- Polk Centre Township, Minnesota Location within the state of Minnesota Polk Centre Township, Minnesota Polk Centre Township, Minnesota (the United States)
- Coordinates: 47°59′59″N 96°24′19″W﻿ / ﻿47.99972°N 96.40528°W
- Country: United States
- State: Minnesota
- County: Pennington

Area
- • Total: 24.1 sq mi (62.4 km^{2})
- • Land: 24.1 sq mi (62.4 km^{2})
- • Water: 0 sq mi (0.0 km^{2})
- Elevation: 1,004 ft (306 m)

Population (2020)
- • Total: 22
- • Density: 0.91/sq mi (0.35/km^{2})
- Time zone: UTC-6 (Central (CST))
- • Summer (DST): UTC-5 (CDT)
- FIPS code: 27-51802
- GNIS feature ID: 0665331

= Polk Centre Township, Pennington County, Minnesota =

Polk Centre Township is a township in Pennington County, Minnesota, United States. The population was 79 at the 2000 census.
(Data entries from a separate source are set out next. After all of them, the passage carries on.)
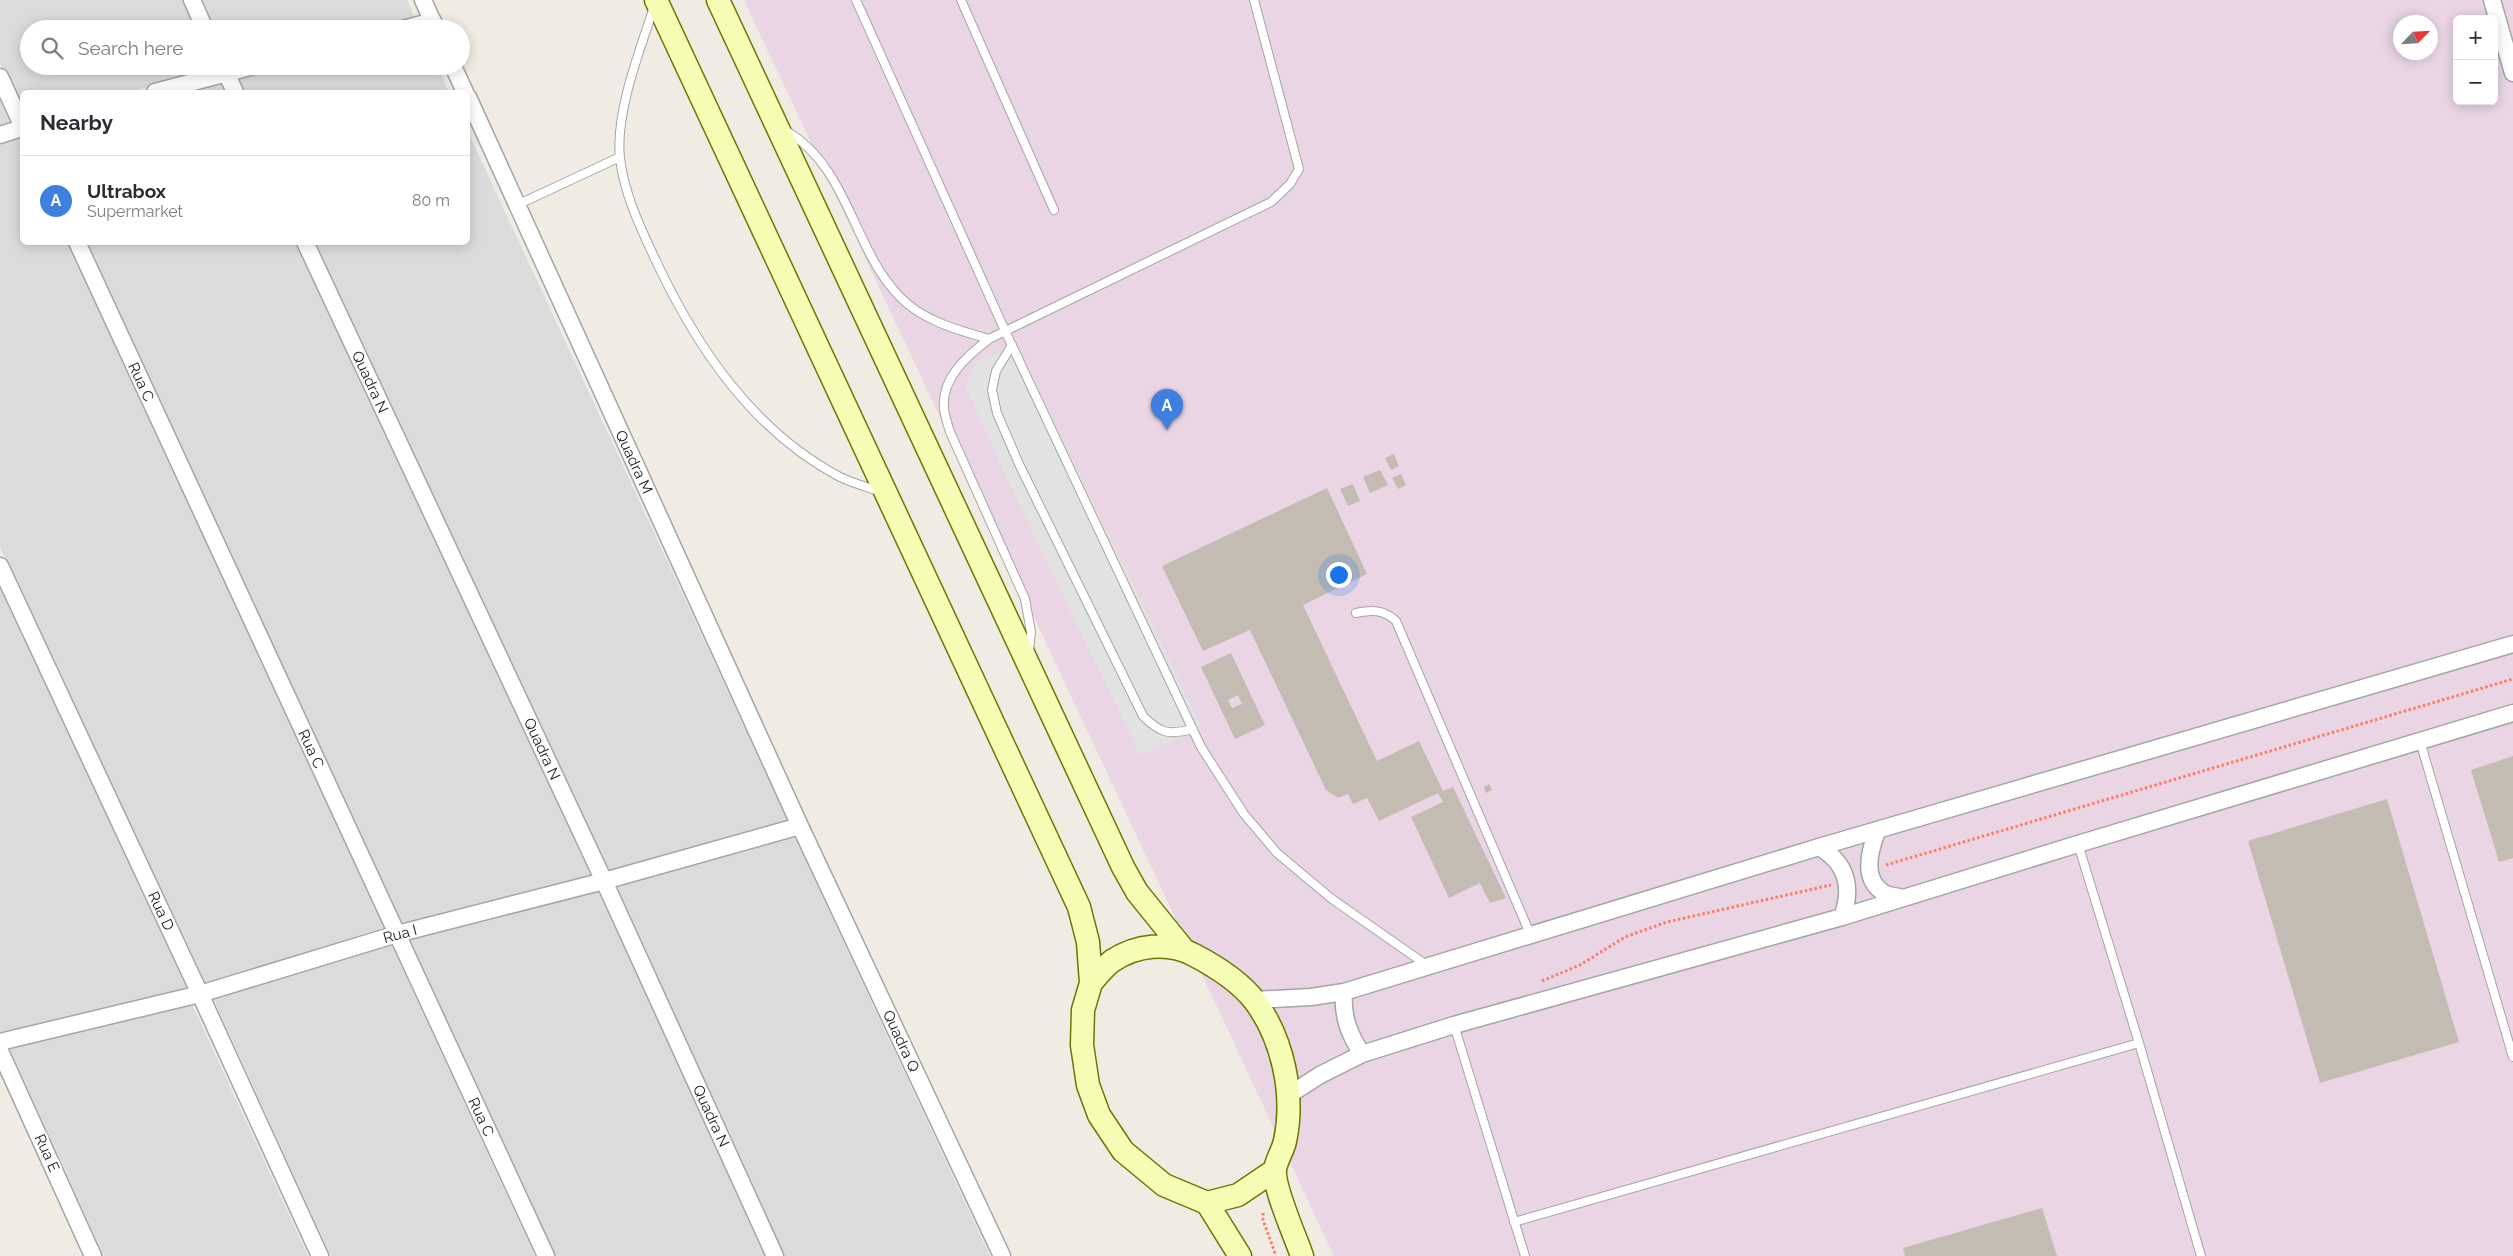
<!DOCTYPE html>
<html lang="en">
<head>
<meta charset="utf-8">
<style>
	:root { --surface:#fff; --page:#f7f7f7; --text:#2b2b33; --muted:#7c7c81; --line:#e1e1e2; --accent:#cc0a00 }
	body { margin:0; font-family:Raleway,sans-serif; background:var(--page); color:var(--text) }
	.controls { position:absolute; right:15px; top:15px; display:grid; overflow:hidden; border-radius:8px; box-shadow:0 2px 12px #0003 }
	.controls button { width:45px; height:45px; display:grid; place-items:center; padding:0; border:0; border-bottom:1px solid var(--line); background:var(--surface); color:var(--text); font:25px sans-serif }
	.compass { position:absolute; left:2393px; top:15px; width:45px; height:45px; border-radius:50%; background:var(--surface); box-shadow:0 2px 12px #0003; rotate:65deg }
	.you { position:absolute; left:1338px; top:574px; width:18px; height:18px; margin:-12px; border:4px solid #fff; border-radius:50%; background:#1a73e8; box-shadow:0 0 0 8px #1a73e833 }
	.badge { display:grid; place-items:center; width:32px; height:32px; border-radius:50%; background:var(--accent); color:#fff; font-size:16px; font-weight:700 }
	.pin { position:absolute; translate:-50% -41px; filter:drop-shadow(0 1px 2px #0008) }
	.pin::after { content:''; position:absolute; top:26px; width:18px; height:15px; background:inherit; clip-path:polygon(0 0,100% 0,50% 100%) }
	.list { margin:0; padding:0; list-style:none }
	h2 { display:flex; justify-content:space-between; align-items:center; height:65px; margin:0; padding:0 20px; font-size:21px }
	h2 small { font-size:16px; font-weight:400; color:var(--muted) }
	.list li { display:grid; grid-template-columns:32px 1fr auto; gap:15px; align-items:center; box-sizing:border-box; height:90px; padding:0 20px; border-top:1px solid var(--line) }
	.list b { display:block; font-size:19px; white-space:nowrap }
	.list p { margin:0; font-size:16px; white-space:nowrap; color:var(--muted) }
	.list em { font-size:16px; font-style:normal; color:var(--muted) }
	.icon { flex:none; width:28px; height:28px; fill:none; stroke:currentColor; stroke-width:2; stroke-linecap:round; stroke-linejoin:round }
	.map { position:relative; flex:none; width:2513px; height:1256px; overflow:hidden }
	.search { position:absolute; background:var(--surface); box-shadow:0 2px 12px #0003; left:20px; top:20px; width:450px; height:55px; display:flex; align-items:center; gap:12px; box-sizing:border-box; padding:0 18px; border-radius:28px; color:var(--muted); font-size:19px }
	.panel { position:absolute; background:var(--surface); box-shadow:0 2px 12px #0003; left:20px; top:90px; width:450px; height:155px; border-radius:8px }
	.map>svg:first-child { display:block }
	.residential { fill:#dcdbdb }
	.industrial { fill:#e9d5e4; fill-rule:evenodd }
	.parking { fill:#e2e2e2 }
	.building { fill:#c4bcb3; fill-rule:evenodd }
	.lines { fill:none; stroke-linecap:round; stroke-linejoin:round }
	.service-casing { stroke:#a5a5a5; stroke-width:10 }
	.minor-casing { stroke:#a5a5a5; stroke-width:19 }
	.secondary-casing { stroke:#677a00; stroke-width:25 }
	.path { stroke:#ff7c65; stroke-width:3; stroke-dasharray:2.5 2.5; stroke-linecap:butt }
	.service { stroke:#fff; stroke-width:8 }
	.minor { stroke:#fff; stroke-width:16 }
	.secondary { stroke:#f5fdb5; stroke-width:22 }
	.labels { text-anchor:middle; stroke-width:4.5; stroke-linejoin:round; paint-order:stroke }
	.street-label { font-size:15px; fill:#1e1e1e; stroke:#fff }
</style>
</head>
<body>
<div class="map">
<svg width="2513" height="1256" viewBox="0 0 2513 1256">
	<rect width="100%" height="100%" fill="#f0ece4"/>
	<path class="residential" d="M0,0h185l14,29h-170v37h187l1,3 -87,23h-108v19l-22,-48z
		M201,0h206l8,18 -44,11h-157z
		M283,66h154l12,26h-206l-7,-14z
		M223,80l6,12h-50z
		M0,92l14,30 -14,5z
		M468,132l320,689 -179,51 -296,-629 155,-1z
		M21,137l1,105 47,1 317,684 -181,56 -205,-436v-404z
		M85,243h214l295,632 -194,50z
		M0,580l192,409 -192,47z
		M794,836l196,420h-206l-170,-371z
		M598,890l169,366h-214l-146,-317z
		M391,944l144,312h-204l-118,-258z
		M192,1004l116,252h-204l-94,-207z"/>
	<path class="industrial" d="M744,0h1769v1256h-1179zM2457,19h37v82h-37zM2400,22h30v30h-30z"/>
	<path class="parking" d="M1018,347l184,381 -62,27 -132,-274 -43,-95 13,-26z"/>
	<path class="building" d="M1394,454l5,12 -8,4 -6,-12z
		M1380,470l8,15 -18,8 -7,-16z
		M1401,474l5,11 -8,4 -6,-11z
		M1353,484l7,17 -12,5 -8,-17z
		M1327,488l40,86 -64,31 74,156 42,-20 24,50 10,-4 53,111 -16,5 -10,-20 -31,15 -38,-81 32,-15 -5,-9 -59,28 -12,-23 -14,6 -5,-10 -10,4 -12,-8 -76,-160 -47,21 -41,-85z
		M1231,653l34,72 -30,14 -34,-72zM1238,695l4,9 -10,4 -4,-8z
		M2513,756v102l-14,4 -28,-92z
		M1489,784l3,6 -6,3 -2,-6z
		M2387,799l72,243 -139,41 -72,-242z
		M2042,1208l15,48h-152l-2,-8z"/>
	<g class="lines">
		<g class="service-casing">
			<path id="service" d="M856,0l150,333 195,414 43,67 33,39 55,46 96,67
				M961,0l93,210
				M654,7c-14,43 -39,106 -34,151 4,36 21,71 36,103 41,87 97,170 184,216 12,6 27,10 39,14
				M785,130c64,37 67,118 115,167 23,24 58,33 89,42
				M517,205l103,-48
				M1012,345l-16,26 -4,19 5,23 22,51 124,252c18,18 26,19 50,13
				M1356,613c16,-3 27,-4 40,8l135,315
				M1029,651l2,-19 -6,-33 -75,-167c-2,-7 -5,-15 -6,-23 -3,-31 23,-53 45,-70l282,-137 19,-18 9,-15 -45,-169
				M2420,741l93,316
				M2078,844l61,199 62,213
				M1454,1025l71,231
				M1514,1222l625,-179"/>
		</g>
		<g class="minor-casing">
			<path id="minor" d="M192,0l13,29
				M423,0l13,29
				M2492,0l21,73
				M403,29l30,-8
				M223,66l12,26
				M453,66l12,26
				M0,77l22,48
				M155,92l99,-26
				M468,97l332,729 202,430
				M0,135l22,-7
				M77,242l469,1014
				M305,242l299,639 171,375
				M0,566l200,428 120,262
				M1877,831c-7,19 -16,48 7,62 5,3 13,3 19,5
				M1819,847c28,16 34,41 23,70
				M1344,992c-2,24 5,42 18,62
				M1254,1000l57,-3 33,-5 475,-145 694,-203
				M0,1042l200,-48 197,-60 207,-53 196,-55
				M0,1051l93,205
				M1289,1095l31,-20 42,-21 92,-29 388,-108 236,-73 435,-131"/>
		</g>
		<g class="secondary-casing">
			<path id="secondary" d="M656,0l423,907 9,35 3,41 -8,27 -1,35 6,40 11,30 24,36 41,34 43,18 31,-8 37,-25
				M718,0l405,867 14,25 46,57
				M1091,983c6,-7 13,-16 21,-22 24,-16 56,-20 82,-6 21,11 45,26 60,45 29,38 41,95 31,141 -2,10 -9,19 -10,29 -2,17 21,68 27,86
				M1207,1203l33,53"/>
		</g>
		<path class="path" d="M1886,865l627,-186
			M1542,981l38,-16 45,-28 42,-15 164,-37
			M1263,1213v7l13,36"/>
		<use href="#service" class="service"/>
		<use href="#minor" class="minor"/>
		<use href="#secondary" class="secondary"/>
	</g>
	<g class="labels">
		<g class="street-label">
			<text transform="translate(141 382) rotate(65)" y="5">Rua C</text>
			<text transform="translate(370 382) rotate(65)" y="5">Quadra N</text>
			<text transform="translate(634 462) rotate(65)" y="5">Quadra M</text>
			<text transform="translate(311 749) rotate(65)" y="5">Rua C</text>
			<text transform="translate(542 749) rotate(65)" y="5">Quadra N</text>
			<text transform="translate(161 911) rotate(65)" y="5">Rua D</text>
			<text transform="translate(400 934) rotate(-15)" y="5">Rua I</text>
			<text transform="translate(901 1041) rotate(65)" y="5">Quadra Q</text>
			<text transform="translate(711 1116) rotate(65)" y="5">Quadra N</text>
			<text transform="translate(481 1117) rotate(65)" y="5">Rua C</text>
			<text transform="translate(47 1153) rotate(66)" y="5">Rua E</text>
		</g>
	</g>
</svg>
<div class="controls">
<button>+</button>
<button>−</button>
</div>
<svg class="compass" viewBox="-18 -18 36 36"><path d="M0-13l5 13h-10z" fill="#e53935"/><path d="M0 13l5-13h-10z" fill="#7c7c81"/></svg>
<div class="you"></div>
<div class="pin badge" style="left:1167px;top:430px;background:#3f7fe0">A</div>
<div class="search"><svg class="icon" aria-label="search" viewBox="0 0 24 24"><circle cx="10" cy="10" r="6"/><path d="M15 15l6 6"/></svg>Search here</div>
<section class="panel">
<h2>Nearby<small></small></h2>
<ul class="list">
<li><span class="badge" style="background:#3f7fe0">A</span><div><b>Ultrabox</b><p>Supermarket</p></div><em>80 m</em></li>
</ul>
</section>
</div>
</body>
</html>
Polk Centre Township, originally a part of Polk County, was so named from its former location near the geographical center of that territory.

==Geography==
According to the United States Census Bureau, the township has a total area of 24.1 square miles (62.4 km^{2}), of which 24.1 square miles (62.4 km^{2}) is land and 0.04% is water.

==Demographics==
As of the census of 2000, there were 79 people, 29 households, and 22 families residing in the township. The population density was 3.3 people per square mile (1.3/km^{2}). There were 31 housing units at an average density of 1.3/sq mi (0.5/km^{2}). The racial makeup of the township was 97.47% White, and 2.53% from two or more races. Hispanic or Latino of any race were 2.53% of the population.

There were 29 households, out of which 37.9% had children under the age of 18 living with them, 72.4% were married couples living together, and 24.1% were non-families. 20.7% of all households were made up of individuals, and 6.9% had someone living alone who was 65 years of age or older. The average household size was 2.72 and the average family size was 3.23.

In the township the population was spread out, with 29.1% under the age of 18, 5.1% from 18 to 24, 29.1% from 25 to 44, 24.1% from 45 to 64, and 12.7% who were 65 years of age or older. The median age was 42 years. For every 100 females, there were 119.4 males. For every 100 females age 18 and over, there were 115.4 males.

The median income for a household in the township was $31,250, and the median income for a family was $41,875. Males had a median income of $30,938 versus $16,250 for females. The per capita income for the township was $13,136. There were 10.5% of families and 8.2% of the population living below the poverty line, including 21.1% of under eighteens and none of those over 64.